The US Department of Education has failed to reach nearly every meaningful goal its advocates had promised in 1979 when the agency was created. It has failed to improve academic performance. It has failed to provide better management of federal education programs. And it has failed to allow state and local governments to chart their own course. The department has, however, lived up to one promise: it has secured education’s status as a “national activity.” Consequently, education policy has become more contentious and politicized.

Despite huge increases in federal involvement in education, student performance in the United States has remained stuck at average levels since the late 1960s and early 1970s. Results from the long-term National Assessment of Educational Progress — aka, the Nation’s Report Card-show no meaningful improvements since before the US Department of Education was created. A 2013 study of federal No Child Left Behind mandates found that just one-third of all students were proficient or better in math (35%), while around one in five low-income and minority students scored proficient or above (21%). States tried to meet the federal mandates by lowering their proficiency standards and passing scores-just as they had done in the late 1980s in response to mandates for obtaining federal funding.

Bitter disputes between the federal government and the states are unavoidable so long as the feds are involved in education. Those who opposed the creation of a US Department of Education turned out to be prophetic. No Child Left Behind, Race to the Top, and Common Core demonstrate that even when the agency gives the states “flexibility” to implement federal programs, compete for federal dollars, or meet national standards, the cost for them to pursue independent educational objectives can be prohibitive.

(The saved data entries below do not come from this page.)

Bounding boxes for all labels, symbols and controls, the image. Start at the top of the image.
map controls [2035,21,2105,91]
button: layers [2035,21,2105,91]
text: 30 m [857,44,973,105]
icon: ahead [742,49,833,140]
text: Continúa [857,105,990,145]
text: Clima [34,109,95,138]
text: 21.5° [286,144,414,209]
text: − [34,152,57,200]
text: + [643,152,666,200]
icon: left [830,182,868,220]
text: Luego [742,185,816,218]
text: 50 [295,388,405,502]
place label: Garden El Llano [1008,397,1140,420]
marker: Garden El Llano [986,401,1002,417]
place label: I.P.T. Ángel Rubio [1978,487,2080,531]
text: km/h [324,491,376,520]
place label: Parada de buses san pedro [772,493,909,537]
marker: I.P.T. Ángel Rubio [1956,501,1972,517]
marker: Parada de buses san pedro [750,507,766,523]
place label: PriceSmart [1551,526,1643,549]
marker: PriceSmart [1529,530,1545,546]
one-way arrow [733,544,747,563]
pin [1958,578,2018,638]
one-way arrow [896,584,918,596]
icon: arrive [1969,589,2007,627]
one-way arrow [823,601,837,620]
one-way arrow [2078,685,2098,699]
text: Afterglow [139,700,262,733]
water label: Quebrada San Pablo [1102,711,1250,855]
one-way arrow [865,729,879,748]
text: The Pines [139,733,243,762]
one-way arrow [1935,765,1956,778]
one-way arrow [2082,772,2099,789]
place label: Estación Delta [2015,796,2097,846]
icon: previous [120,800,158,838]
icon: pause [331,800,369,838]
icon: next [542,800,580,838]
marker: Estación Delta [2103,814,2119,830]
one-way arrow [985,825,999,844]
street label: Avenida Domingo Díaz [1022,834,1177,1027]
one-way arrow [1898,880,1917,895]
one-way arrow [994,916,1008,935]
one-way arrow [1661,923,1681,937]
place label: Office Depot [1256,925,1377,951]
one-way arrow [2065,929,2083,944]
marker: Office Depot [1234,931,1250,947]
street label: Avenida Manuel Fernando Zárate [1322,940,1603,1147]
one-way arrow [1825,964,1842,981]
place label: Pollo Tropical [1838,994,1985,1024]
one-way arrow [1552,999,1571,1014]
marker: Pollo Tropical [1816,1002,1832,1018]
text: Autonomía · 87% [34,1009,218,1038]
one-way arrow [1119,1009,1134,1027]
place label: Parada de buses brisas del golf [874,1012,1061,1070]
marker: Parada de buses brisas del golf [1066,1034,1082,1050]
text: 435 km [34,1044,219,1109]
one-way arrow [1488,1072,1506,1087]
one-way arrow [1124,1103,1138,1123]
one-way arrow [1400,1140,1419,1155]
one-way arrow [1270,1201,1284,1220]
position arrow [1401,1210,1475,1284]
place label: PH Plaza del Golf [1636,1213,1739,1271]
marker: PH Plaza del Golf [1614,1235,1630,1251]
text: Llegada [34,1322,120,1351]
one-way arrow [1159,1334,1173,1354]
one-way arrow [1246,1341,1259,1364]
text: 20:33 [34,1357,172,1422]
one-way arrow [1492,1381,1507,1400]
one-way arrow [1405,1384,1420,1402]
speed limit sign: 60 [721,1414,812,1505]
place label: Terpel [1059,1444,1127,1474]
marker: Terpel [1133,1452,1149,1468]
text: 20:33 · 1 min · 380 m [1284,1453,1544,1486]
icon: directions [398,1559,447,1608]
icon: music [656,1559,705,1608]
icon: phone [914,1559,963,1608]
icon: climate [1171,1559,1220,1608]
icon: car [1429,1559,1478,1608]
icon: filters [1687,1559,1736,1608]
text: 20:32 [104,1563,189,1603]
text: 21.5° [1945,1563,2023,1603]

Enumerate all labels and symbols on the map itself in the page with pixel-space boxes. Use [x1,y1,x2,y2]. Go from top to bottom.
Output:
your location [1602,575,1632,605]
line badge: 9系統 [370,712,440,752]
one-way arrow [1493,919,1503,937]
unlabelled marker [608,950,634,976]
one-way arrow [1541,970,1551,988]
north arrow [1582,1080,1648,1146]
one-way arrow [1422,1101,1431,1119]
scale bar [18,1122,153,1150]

A key remedy for improving school performance is one that many in the educational establishment staunchly oppose: school competition and parental choice. International comparisons reveal that schools that compete for students outperform schools that do not. Close to three-fourths (72%) of the nations that performed as well as or better than the United States on international assessments have higher proportions of schools competing for students. Parents in nine-tenths of those countries have more freedom to choose their children’s schools-both public and private-than American parents.

The US government has no constitutional authority to involve itself in education — a view shared even by early advocates of federal involvement. Even the most ardent early supporters of isolated federal involvement in education, including Presidents Washington, Jefferson, and Madison, insisted that absent a constitutional amendment, neither they nor Congress had any authority over education whatsoever. Proponents of federal involvement won the battle only after their stance changed from “It would be constitutional” to “It would be expedient.”

I have Vicki’s book sitting on my nightstand. Reading it will be my reward for my continued efforts to slog through Hillary’s nightmarish “What Happened.” Incidentally, if you ignore the usual Trump-bashing that is required from all Progressives, you will have thrills of delight racing up and down your spine when you read this review from the Huffington Post. It is vicious and completely accurate. Also, read Kyle Smith’s review, which perfectly articulates the thoughts I’ve been having as I’ve read it.